### THE DATA:
§ §

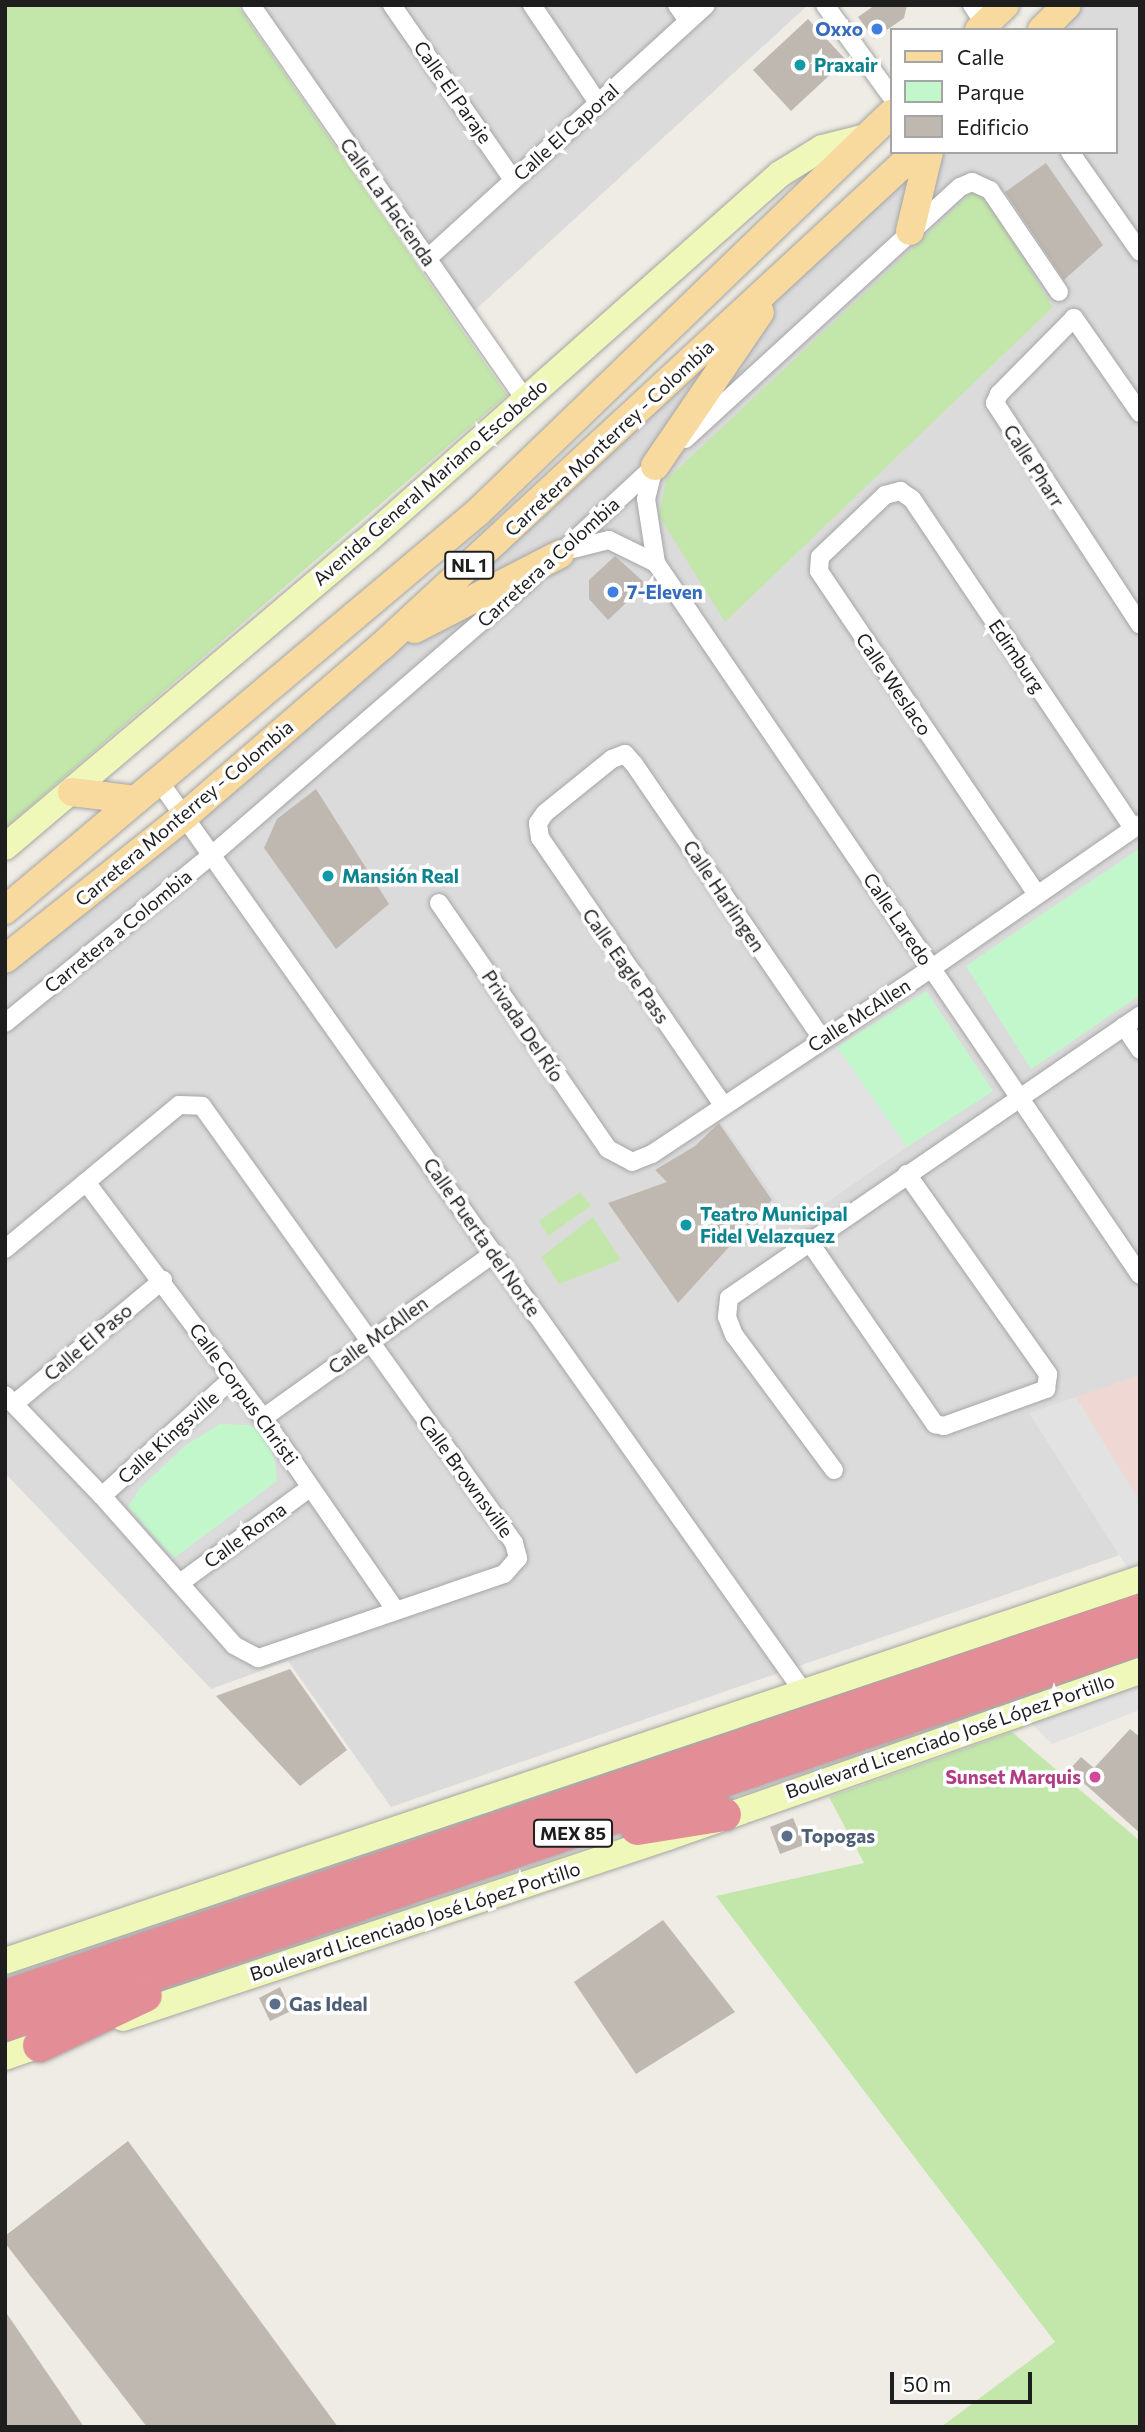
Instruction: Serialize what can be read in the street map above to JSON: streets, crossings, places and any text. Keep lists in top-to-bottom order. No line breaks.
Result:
{"streets":{"highway":["Boulevard Licenciado José López Portillo","MEX 85"],"main road":["Carretera Monterrey - Colombia","NL 1"],"street":["Calle El Paraje","Calle El Caporal","Calle La Hacienda","Calle Pharr","Avenida General Mariano Escobedo","Carretera a Colombia","Edimburg","Calle Weslaco","Calle Harlingen","Calle Laredo","Calle Eagle Pass","Calle McAllen","Privada Del Río","Calle Puerta del Norte","Calle El Paso","Calle Corpus Christi","Calle Kingsville","Calle Brownsville","Calle Roma"]},"crossings":[["Calle El Paraje","Calle El Caporal"],["Calle El Caporal","Calle La Hacienda"],["Calle La Hacienda","Avenida General Mariano Escobedo"],["Carretera Monterrey - Colombia","Avenida General Mariano Escobedo"],["Carretera Monterrey - Colombia","Calle Puerta del Norte"],["Carretera a Colombia","Calle Laredo"],["Carretera a Colombia","Calle Puerta del Norte"],["Edimburg","Calle Weslaco"],["Edimburg","Calle McAllen"],["Calle Weslaco","Calle McAllen"],["Calle Harlingen","Calle Eagle Pass"],["Calle Harlingen","Calle McAllen"],["Calle Laredo","Calle McAllen"],["Calle Eagle Pass","Calle McAllen"],["Calle McAllen","Privada Del Río"],["Calle McAllen","Calle Puerta del Norte"],["Calle McAllen","Calle Corpus Christi"],["Calle McAllen","Calle Brownsville"],["Calle El Paso","Calle Corpus Christi"],["Calle El Paso","Calle Brownsville"],["Calle Corpus Christi","Calle Kingsville"],["Calle Corpus Christi","Calle Brownsville"],["Calle Corpus Christi","Calle Roma"],["Calle Kingsville","Calle Brownsville"],["Calle Brownsville","Calle Roma"]],"places":["Oxxo","Praxair","7-Eleven","Mansión Real","Teatro Municipal Fidel Velazquez","Sunset Marquis","Topogas","Gas Ideal"],"legend":["Calle","Parque","Edificio"],"scale_bar":"50 m"}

§ §

### TASK TO CARRY OUT:
Retype the material in full, exactly as written, and exclude the pictures.

### YOUR SOLUTION:
Instruction: Serialize what can be read in the street map above to JSON: streets, crossings, places and any text. Keep lists in top-to-bottom order. No line breaks.
Result:
{"streets":{"highway":["Boulevard Licenciado José López Portillo","MEX 85"],"main road":["Carretera Monterrey - Colombia","NL 1"],"street":["Calle El Paraje","Calle El Caporal","Calle La Hacienda","Calle Pharr","Avenida General Mariano Escobedo","Carretera a Colombia","Edimburg","Calle Weslaco","Calle Harlingen","Calle Laredo","Calle Eagle Pass","Calle McAllen","Privada Del Río","Calle Puerta del Norte","Calle El Paso","Calle Corpus Christi","Calle Kingsville","Calle Brownsville","Calle Roma"]},"crossings":[["Calle El Paraje","Calle El Caporal"],["Calle El Caporal","Calle La Hacienda"],["Calle La Hacienda","Avenida General Mariano Escobedo"],["Carretera Monterrey - Colombia","Avenida General Mariano Escobedo"],["Carretera Monterrey - Colombia","Calle Puerta del Norte"],["Carretera a Colombia","Calle Laredo"],["Carretera a Colombia","Calle Puerta del Norte"],["Edimburg","Calle Weslaco"],["Edimburg","Calle McAllen"],["Calle Weslaco","Calle McAllen"],["Calle Harlingen","Calle Eagle Pass"],["Calle Harlingen","Calle McAllen"],["Calle Laredo","Calle McAllen"],["Calle Eagle Pass","Calle McAllen"],["Calle McAllen","Privada Del Río"],["Calle McAllen","Calle Puerta del Norte"],["Calle McAllen","Calle Corpus Christi"],["Calle McAllen","Calle Brownsville"],["Calle El Paso","Calle Corpus Christi"],["Calle El Paso","Calle Brownsville"],["Calle Corpus Christi","Calle Kingsville"],["Calle Corpus Christi","Calle Brownsville"],["Calle Corpus Christi","Calle Roma"],["Calle Kingsville","Calle Brownsville"],["Calle Brownsville","Calle Roma"]],"places":["Oxxo","Praxair","7-Eleven","Mansión Real","Teatro Municipal Fidel Velazquez","Sunset Marquis","Topogas","Gas Ideal"],"legend":["Calle","Parque","Edificio"],"scale_bar":"50 m"}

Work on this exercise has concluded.